Decay Engine¶

Path: services/analytics/decay-engine/ · Type: Worker

The Decay Engine is the core analytical service of the Verity platform. It computes an Access Decay Score for every principal–asset grant by combining six weighted factors that capture recency, trend, organisational context, data sensitivity, peer behaviour, and review freshness.

Architecture¶

graph LR
    PG[(PostgreSQL)] --> DE[Decay Engine]
    CH[(ClickHouse)] --> DE
    DE -->|verity.scores.updated| K{{Kafka}}
    DE --> PG

The Decay Engine runs as a scheduled batch job.
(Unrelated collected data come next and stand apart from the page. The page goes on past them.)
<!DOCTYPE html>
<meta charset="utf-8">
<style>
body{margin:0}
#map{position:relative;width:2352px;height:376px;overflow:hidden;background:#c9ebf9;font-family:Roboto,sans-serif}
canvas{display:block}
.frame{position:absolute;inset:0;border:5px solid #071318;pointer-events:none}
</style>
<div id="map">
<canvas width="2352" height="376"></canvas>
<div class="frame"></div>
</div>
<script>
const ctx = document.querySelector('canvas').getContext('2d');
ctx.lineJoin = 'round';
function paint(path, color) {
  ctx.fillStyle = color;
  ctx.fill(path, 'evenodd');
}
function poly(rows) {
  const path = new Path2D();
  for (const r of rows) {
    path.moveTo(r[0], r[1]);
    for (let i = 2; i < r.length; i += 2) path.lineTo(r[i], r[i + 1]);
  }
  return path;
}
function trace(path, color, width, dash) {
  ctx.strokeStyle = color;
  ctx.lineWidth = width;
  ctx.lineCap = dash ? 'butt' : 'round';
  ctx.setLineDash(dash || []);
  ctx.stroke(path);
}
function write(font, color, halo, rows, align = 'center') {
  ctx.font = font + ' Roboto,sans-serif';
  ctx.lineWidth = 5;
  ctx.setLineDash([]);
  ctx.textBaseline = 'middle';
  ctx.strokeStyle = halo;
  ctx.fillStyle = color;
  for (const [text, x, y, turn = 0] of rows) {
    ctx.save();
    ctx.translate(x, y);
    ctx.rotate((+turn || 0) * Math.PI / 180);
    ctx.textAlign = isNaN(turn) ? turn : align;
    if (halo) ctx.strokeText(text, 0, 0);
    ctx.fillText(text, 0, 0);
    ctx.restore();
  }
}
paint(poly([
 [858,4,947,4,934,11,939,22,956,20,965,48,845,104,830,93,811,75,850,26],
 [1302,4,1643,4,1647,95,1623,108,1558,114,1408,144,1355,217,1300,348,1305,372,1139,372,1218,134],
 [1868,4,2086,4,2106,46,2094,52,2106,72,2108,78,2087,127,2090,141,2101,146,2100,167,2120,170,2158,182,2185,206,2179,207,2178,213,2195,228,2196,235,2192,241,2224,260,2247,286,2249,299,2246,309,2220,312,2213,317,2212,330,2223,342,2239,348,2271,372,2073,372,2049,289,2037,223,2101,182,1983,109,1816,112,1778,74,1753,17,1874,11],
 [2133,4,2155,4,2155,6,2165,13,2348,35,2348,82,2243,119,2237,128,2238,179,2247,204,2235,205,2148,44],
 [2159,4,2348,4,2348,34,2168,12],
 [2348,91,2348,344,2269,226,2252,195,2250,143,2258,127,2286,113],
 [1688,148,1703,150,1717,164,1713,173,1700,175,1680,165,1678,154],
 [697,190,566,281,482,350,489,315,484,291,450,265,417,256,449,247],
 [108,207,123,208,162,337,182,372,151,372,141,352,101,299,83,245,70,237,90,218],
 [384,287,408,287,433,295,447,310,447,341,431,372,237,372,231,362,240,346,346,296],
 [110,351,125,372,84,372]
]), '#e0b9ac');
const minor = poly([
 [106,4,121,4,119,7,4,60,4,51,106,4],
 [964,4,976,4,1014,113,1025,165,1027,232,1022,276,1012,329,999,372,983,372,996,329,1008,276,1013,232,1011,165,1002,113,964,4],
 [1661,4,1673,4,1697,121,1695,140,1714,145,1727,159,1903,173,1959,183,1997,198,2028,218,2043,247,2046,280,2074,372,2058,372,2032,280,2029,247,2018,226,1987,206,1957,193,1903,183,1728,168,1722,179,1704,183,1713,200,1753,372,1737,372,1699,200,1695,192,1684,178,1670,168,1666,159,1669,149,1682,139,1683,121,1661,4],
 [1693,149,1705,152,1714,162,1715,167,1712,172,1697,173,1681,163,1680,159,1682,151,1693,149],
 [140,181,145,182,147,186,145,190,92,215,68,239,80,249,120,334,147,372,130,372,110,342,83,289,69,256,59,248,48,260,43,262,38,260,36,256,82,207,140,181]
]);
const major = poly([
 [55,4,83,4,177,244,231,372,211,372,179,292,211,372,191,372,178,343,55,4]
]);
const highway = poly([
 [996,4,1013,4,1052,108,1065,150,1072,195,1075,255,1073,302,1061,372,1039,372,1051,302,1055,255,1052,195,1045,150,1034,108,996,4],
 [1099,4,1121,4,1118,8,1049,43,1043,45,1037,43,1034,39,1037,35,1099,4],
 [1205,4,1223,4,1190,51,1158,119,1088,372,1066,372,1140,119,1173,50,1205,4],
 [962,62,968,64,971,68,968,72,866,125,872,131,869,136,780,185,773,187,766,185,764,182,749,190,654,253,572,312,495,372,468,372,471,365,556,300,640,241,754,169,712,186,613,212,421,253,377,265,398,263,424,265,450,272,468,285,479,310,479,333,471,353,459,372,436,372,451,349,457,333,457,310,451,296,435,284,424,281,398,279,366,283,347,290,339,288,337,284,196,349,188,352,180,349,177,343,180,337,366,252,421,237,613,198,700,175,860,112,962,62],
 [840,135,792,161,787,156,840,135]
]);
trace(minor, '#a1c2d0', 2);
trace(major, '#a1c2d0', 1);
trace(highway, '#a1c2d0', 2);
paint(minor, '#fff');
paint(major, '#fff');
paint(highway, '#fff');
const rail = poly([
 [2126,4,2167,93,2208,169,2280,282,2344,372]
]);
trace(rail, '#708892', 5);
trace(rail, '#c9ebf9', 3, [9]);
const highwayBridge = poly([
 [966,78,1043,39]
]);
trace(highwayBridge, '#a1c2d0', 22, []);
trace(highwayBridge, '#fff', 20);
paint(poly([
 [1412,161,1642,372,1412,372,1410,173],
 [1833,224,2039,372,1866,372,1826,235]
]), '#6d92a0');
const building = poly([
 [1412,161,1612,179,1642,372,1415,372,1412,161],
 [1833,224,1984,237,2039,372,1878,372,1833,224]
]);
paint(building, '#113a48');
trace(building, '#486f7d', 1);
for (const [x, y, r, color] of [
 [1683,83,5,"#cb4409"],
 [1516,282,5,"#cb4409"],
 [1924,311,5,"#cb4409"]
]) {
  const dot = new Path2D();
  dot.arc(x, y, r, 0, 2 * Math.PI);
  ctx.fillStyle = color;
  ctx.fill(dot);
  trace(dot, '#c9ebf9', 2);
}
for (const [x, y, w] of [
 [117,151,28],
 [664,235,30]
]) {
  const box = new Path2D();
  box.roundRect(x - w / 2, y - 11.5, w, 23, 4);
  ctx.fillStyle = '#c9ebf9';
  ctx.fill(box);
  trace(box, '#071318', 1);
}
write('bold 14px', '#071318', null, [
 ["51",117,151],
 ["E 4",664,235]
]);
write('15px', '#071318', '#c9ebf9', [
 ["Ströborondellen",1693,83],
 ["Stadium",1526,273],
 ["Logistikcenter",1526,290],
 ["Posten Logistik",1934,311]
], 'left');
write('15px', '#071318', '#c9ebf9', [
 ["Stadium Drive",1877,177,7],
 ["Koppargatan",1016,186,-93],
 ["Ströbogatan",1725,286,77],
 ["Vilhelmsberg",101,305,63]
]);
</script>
Each cycle:

Reads all active grants from PostgreSQL.
Queries activity and audit data from PostgreSQL and ClickHouse.
Computes scores using Polars lazy evaluation.
Writes scores back to PostgreSQL.
Publishes score-change events to Kafka.

Scoring Model¶

Factor Definitions¶

The Access Decay Score is composed of six factors (F1–F6), each measuring a distinct dimension of access relevance.

F1 — Recency (weight: 30%)¶

Exponential decay based on inactivity:

$$ F_1 = e^{-\frac{\text{days_inactive}}{\text{half_life_days}}} $$

Parameter	Default	Description
`half_life_days`	90	Number of days for the score to halve

Examples:

Days Inactive	F1 Value
0	1.000
30	0.716
90	0.368
180	0.135
365	0.018

F2 — Trend (weight: 20%)¶

Activity trend comparing recent vs. prior period:

$$ F_2 = \frac{\text{events_last_90d}}{\text{events_prior_90d}} $$

Capped at [0.0, 2.0] to prevent outlier inflation.
If events_prior_90d = 0, F2 defaults to 1.0 (neutral).

F3 — Organisational Context (weight: 20%)¶

Captures structural changes that indicate access may no longer be needed:

Condition	Multiplier
Team / department changed	0.60×
Project ended	0.50×
No change	1.00×

When multiple conditions apply, the lowest multiplier is used.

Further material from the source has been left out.